Experten zufolge liegt das Hauptproblem in mangelnder Wartung der Anlagen. Dies sei noch dadurch verschärft worden, dass es zu wenig geregnet habe. Der Regierung zufolge ist ganz klar das Wetter Schuld, die Vorratsbecken seien schlicht ausgetrocknet. Aber José Maria de Viana, früherer Chef von Hidrocapital, Venezuelas staatseigenem Wasserversorger, weist das zurück: Das System sei so angelegt worden, dass es die Stadt durch Dürreperioden bringen könne, sagt er.

Die meisten privaten Brunnen sind illegal

Die derzeitige Misere führt er auf Inkompetenz zurück: «Wenn man nicht jeden Tag die Probleme anpackt, werden wir in der Stadt immer weniger Wasser haben. Was wir mehr haben werden sind Proteste und Wut.»

Und mehr Anrufe der Reicheren bei Unternehmen, die nach Wasser bohren können. Das Telefon klingele vier oder fünf Mal am Tag, während es vor einem Jahr etwa zwei Anrufe in der Woche waren, schildert etwa Fernando Gomez von der Firma Venezuela Pump Engineering. Die einzige Bohranlage des Unternehmens arbeite praktisch ununterbrochen: «Jeder will es (das Wasser) sofort.»

Die meisten der privaten Brunnen sind illegal. Das Gesetz schreibt eine Genehmigung vor dem Bohrbeginn vor, aber die bürokratischen Prozeduren können bis zu zwei Jahre dauern - und so lange will jetzt kaum jemand warten.

Carmen Rivero kann von einer privaten Quelle nur träumen. Sie lebt in Petare, einem der ausgedehntesten Armenviertel Venezuelas. Wenn Wasser fliesse, sei das ein Grund zum Feiern, und wenn nicht, löse es Zorn aus - und letzteres sei meistens der Fall, berichtet die Frau. Unlängst seien die Wasserhähne in ihrer Gegend drei Monate lang trocken geblieben, davor sogar schon einmal volle acht Monate. Die Einwohner behelfen sich mühsam, indem sie Behälter mit Wasser aus einer Quelle oder von einem städtischen Tanklaster füllen.

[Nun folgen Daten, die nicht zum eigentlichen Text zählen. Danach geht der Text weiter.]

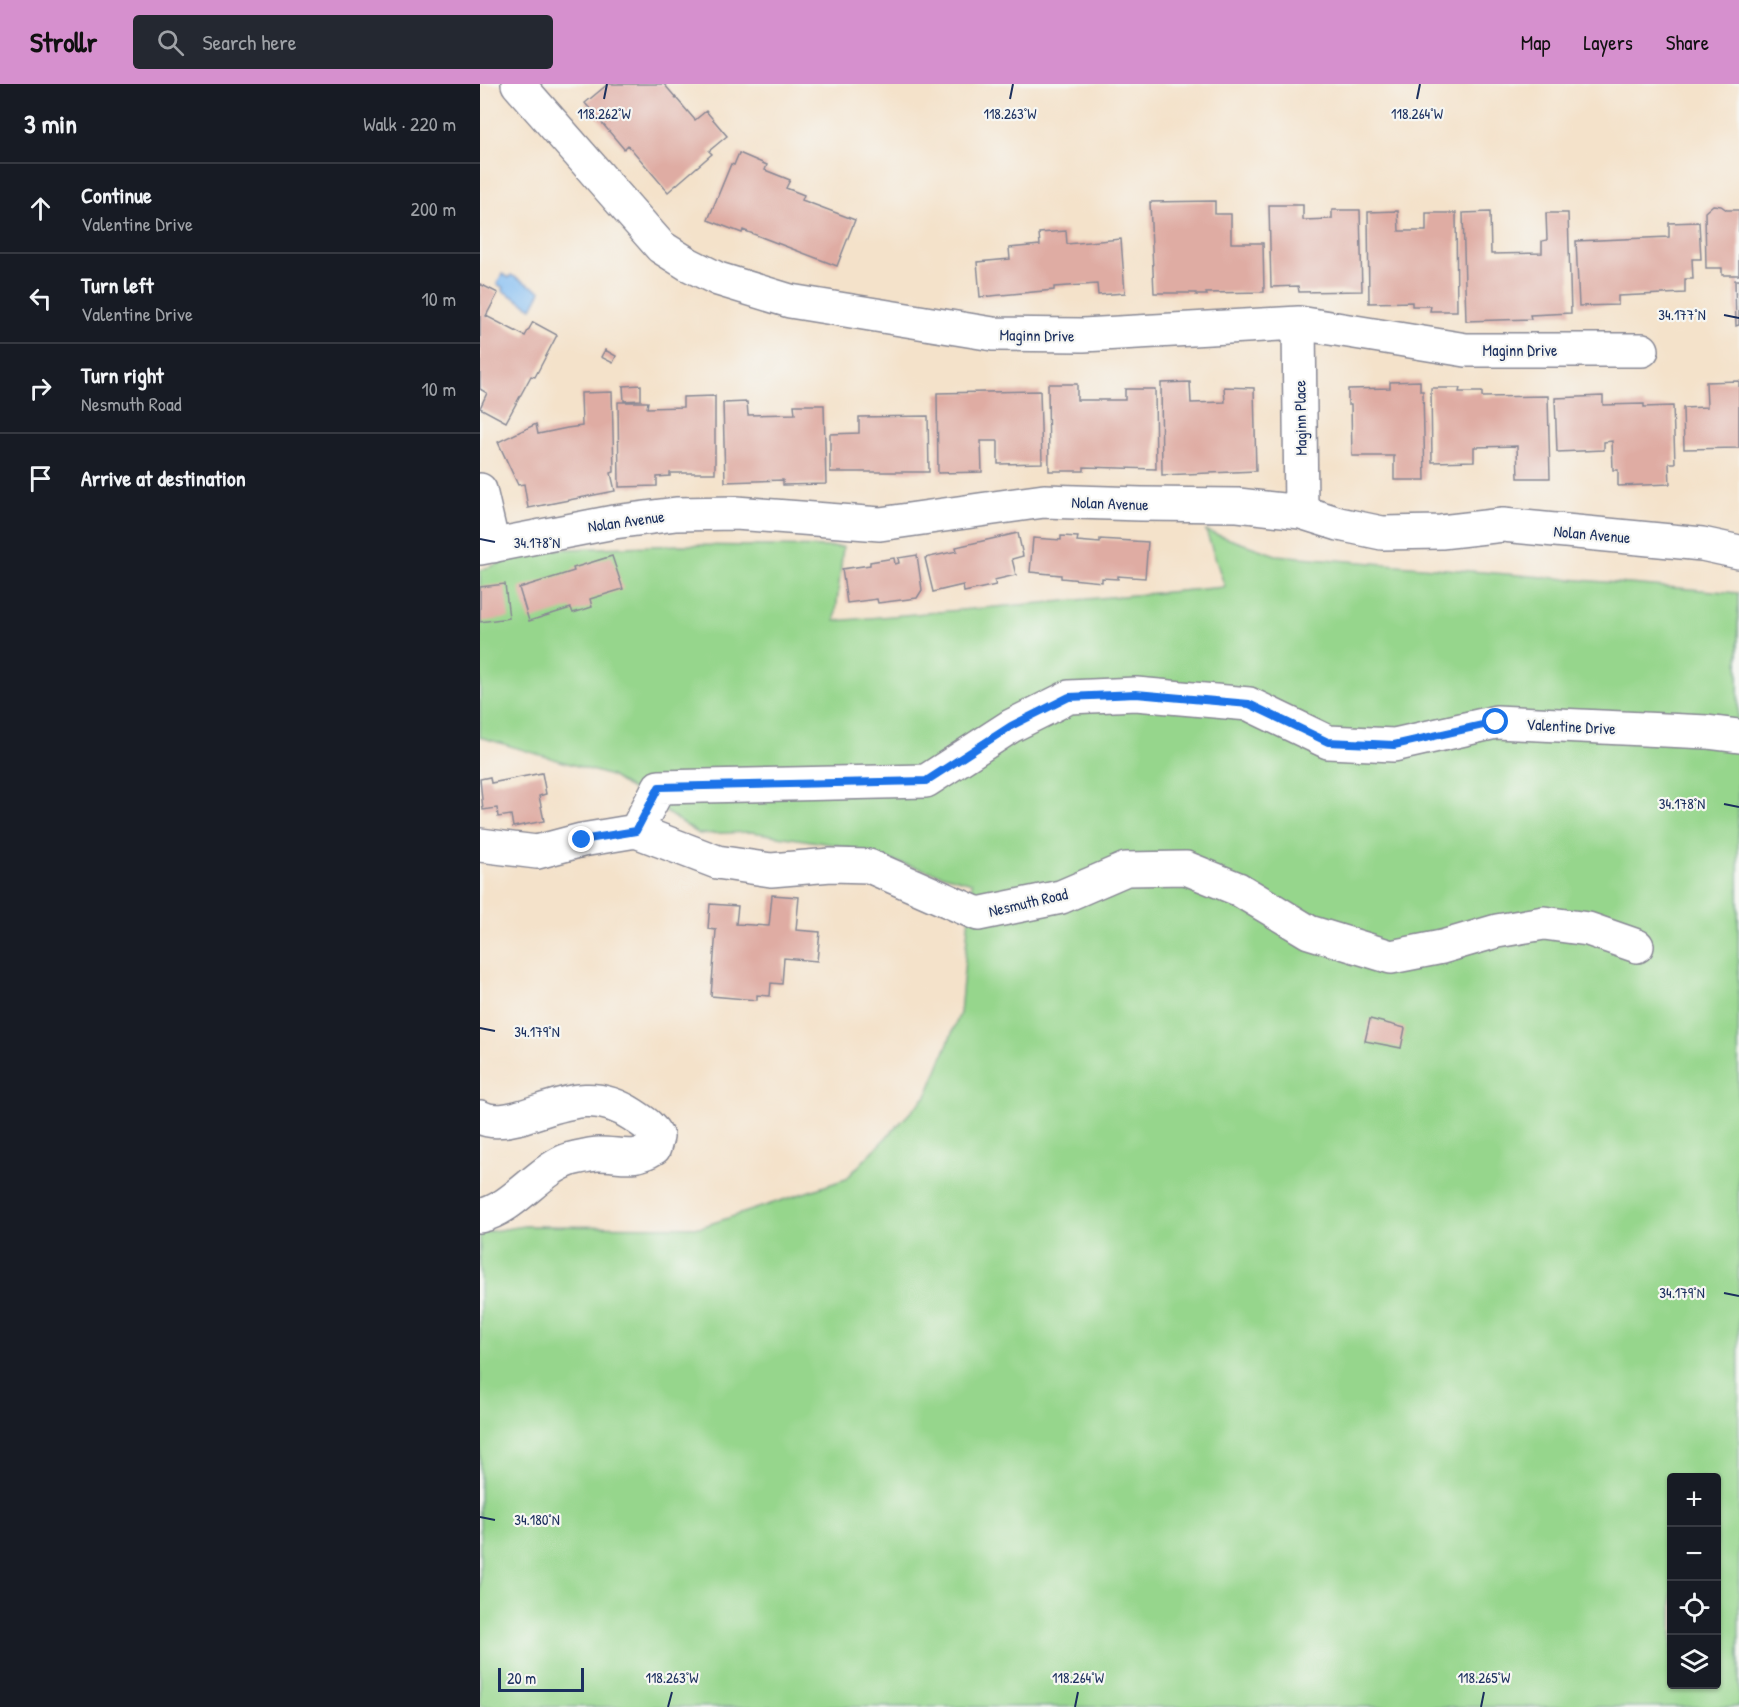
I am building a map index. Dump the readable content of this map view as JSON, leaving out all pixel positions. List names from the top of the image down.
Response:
{
  "streets": {
    "street": [
      "Maginn Drive",
      "Maginn Place",
      "Nolan Avenue",
      "Valentine Drive",
      "Nesmuth Road"
    ]
  },
  "crossings": [
    ["Maginn Drive", "Maginn Place"],
    ["Maginn Place", "Nolan Avenue"],
    ["Valentine Drive", "Nesmuth Road"]
  ],
  "scale_bar": "20 m",
  "page": {
    "header": "Strollr",
    "search": "Search here",
    "nav": ["Map", "Layers", "Share"],
    "heading": ["3 min", "Walk · 220 m"],
    "list": [
      ["Continue", "Valentine Drive", "200 m"],
      ["Turn left", "Valentine Drive", "10 m"],
      ["Turn right", "Nesmuth Road", "10 m"],
      "Arrive at destination"
    ],
    "map_buttons": ["+", "−"],
    "scale": "20 m"
  },
  "coordinates": [
    "118.262°W",
    "118.263°W",
    "118.264°W",
    "34.177°N",
    "34.178°N",
    "34.179°N",
    "34.180°N",
    "118.265°W"
  ]
}
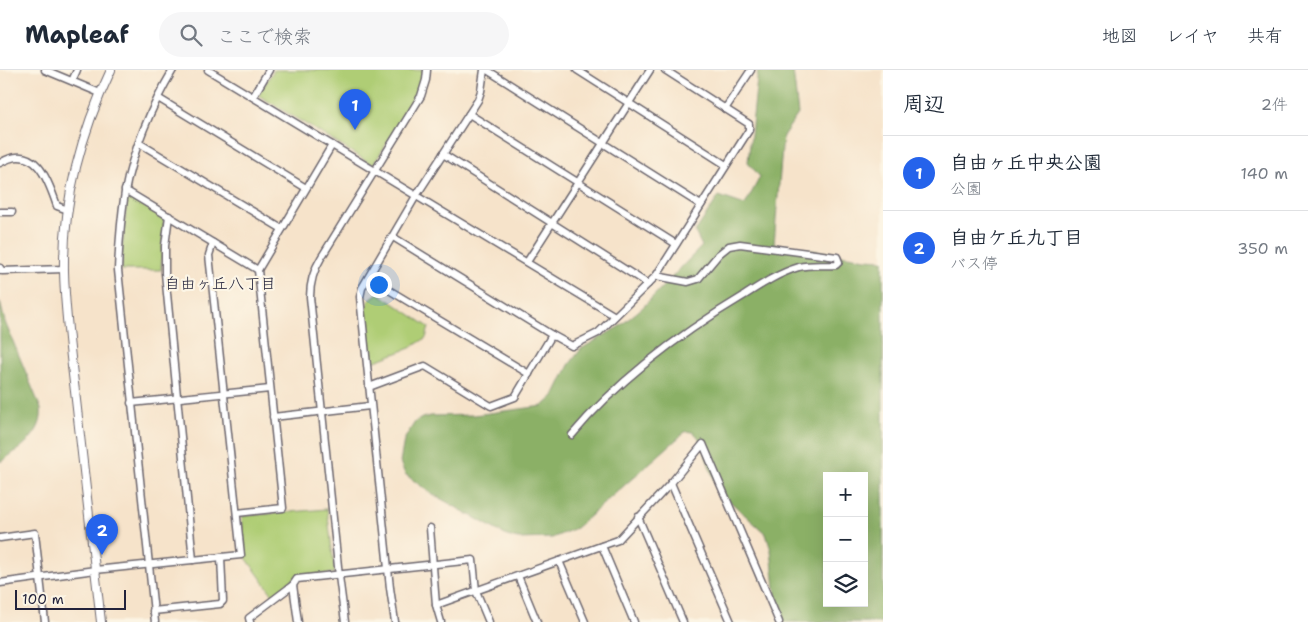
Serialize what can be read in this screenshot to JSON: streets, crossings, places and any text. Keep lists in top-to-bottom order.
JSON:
{
  "districts": ["自由ヶ丘八丁目"],
  "scale_bar": "100 m",
  "page": {
    "header": "Mapleaf",
    "search": "ここで検索",
    "nav": ["地図", "レイヤ", "共有"],
    "heading": ["周辺", "2件"],
    "pins": ["1", "2"],
    "list": [
      {
        "mark": "1",
        "name": "自由ヶ丘中央公園",
        "note": "公園",
        "value": "140 m"
      },
      {
        "mark": "2",
        "name": "自由ケ丘九丁目",
        "note": "バス停",
        "value": "350 m"
      }
    ],
    "map_buttons": ["+", "−"],
    "scale": "100 m"
  }
}
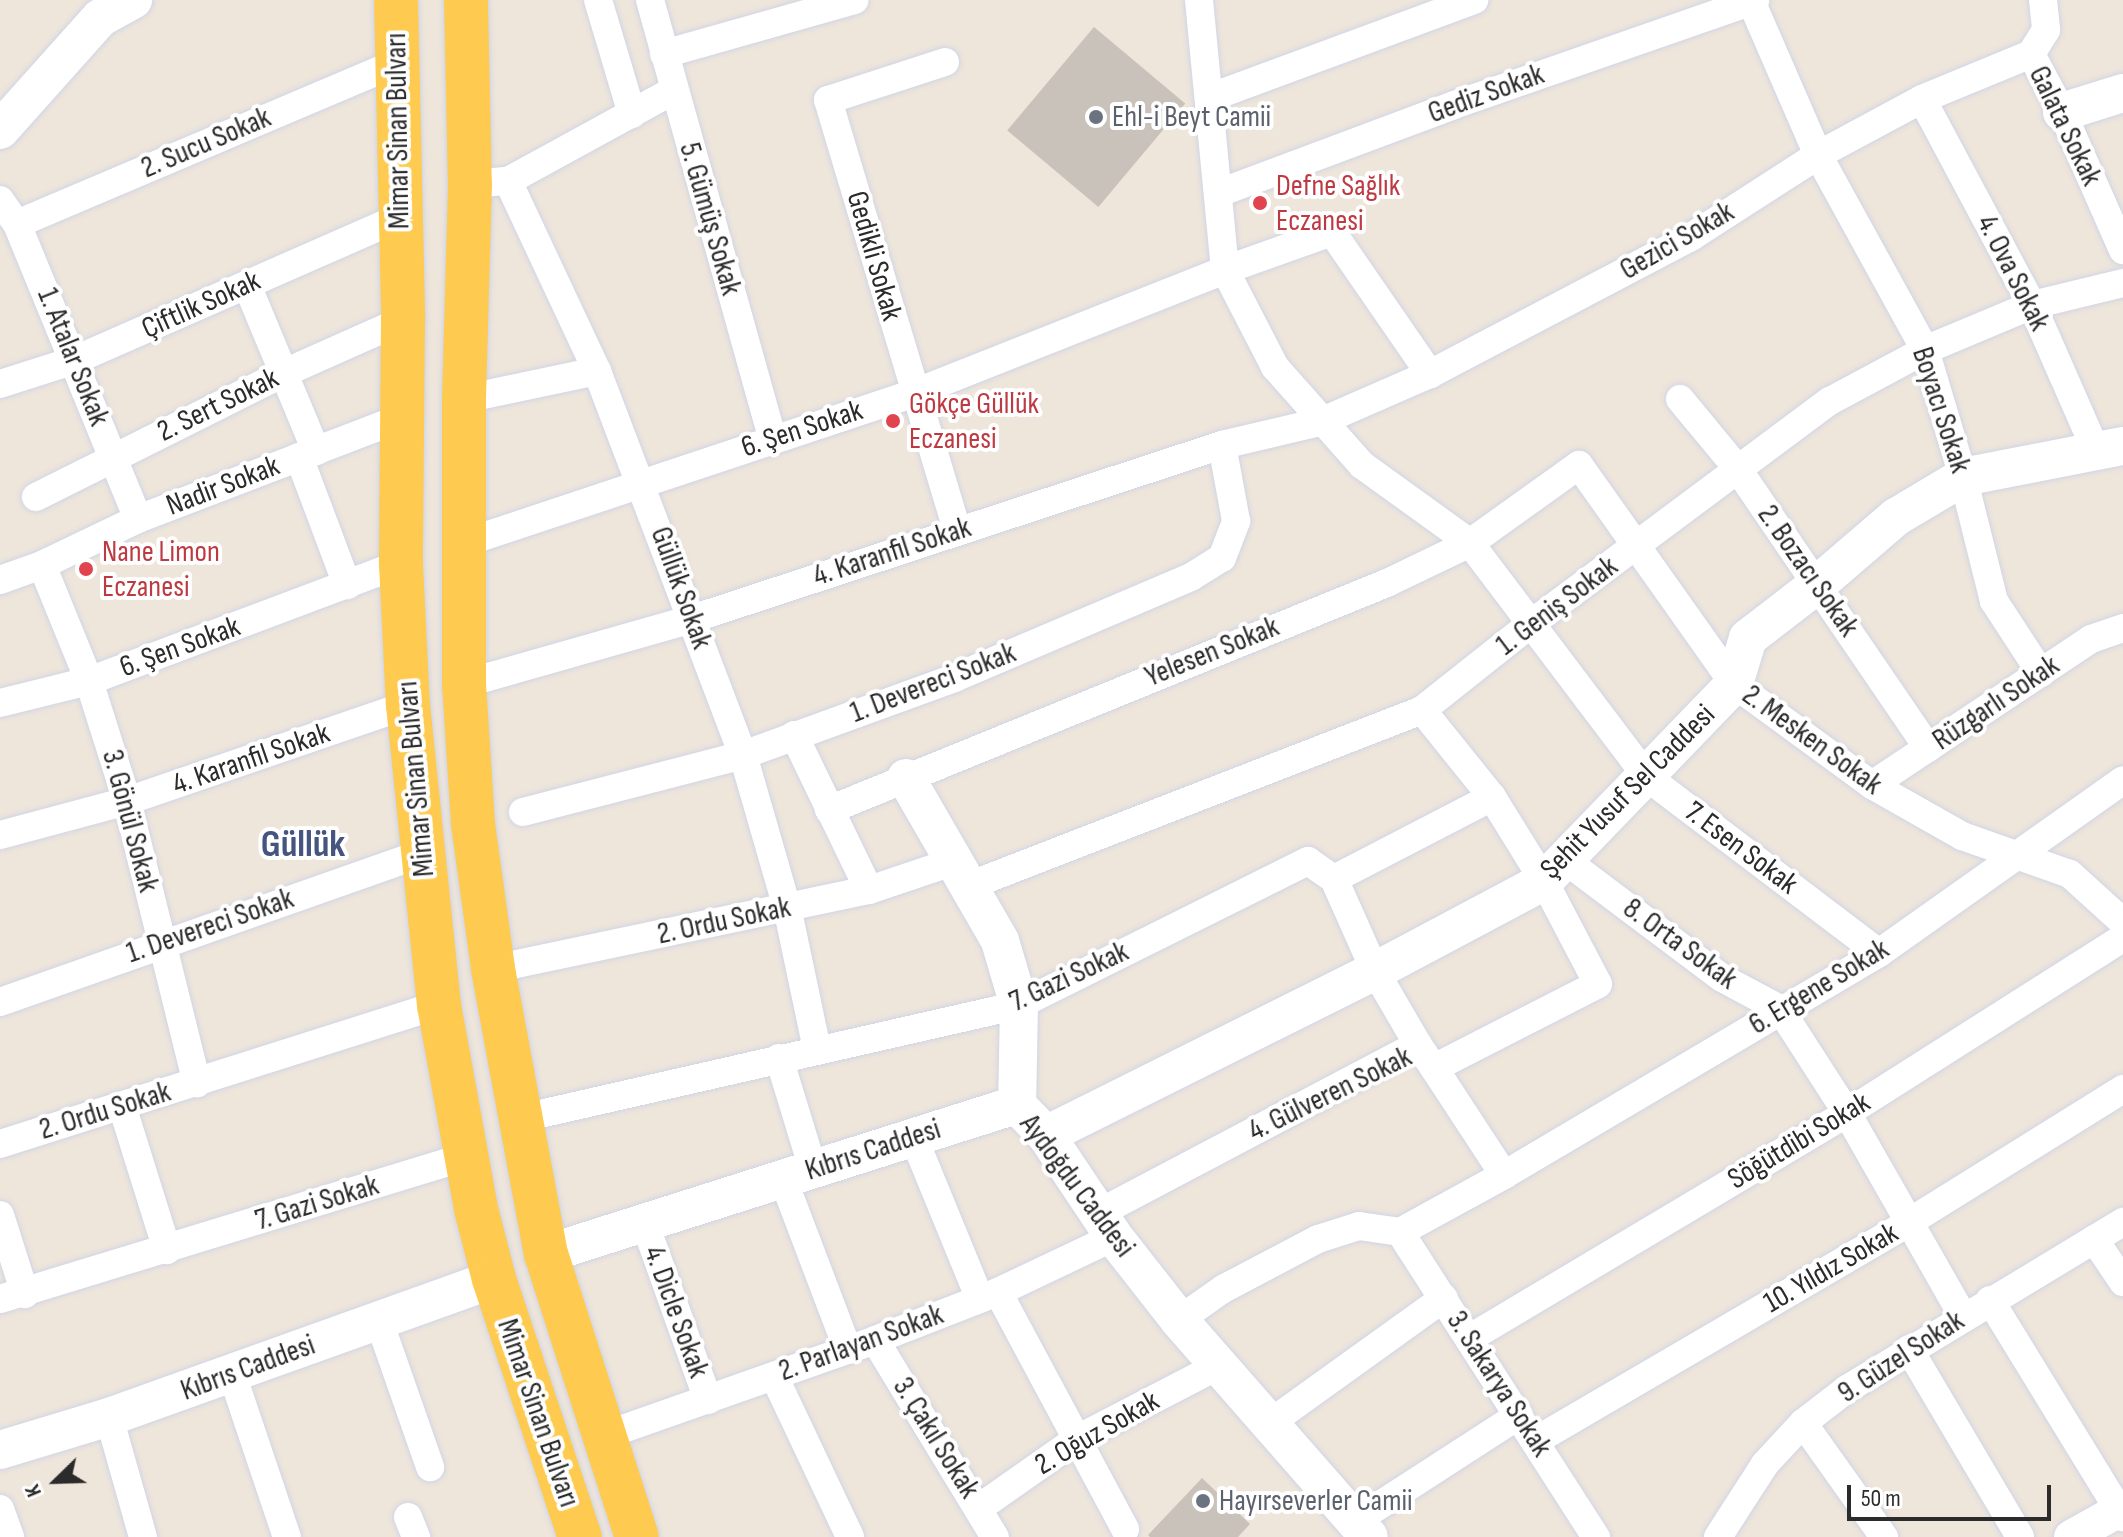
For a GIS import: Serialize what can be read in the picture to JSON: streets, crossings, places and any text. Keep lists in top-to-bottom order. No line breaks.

Als kürzlich plötzlich einmal Wasser aus den Hähnen floss, habe jeder gejubelt, erzählt Rivero. Sie selbst füllte eine blaue Wanne, so gross wie ein aufblasbarer Swimmingpool für Kinder, der in einer Ecke ihrer kleinen Hütte aus Zement und Ziegeln steht. Umgekehrt kochten unlängst Zorn und Frust über den Wassermangel in ihrer Gegend derart hoch, dass es zu Strassenprotesten kam.

Schwer bewaffnete Nationalgardisten seien aufmarschiert und hätten mit Festnahmen gedroht, sagt Rivero. «Du bist ein menschliches Wesen, und du weisst, wir können ohne Wasser nichts tun», habe sie einem der Uniformierten gesagt. Er habe geantwortet, dass seine Familie nicht anders sei als die ihrige - aber er müsse Befehlen folgen.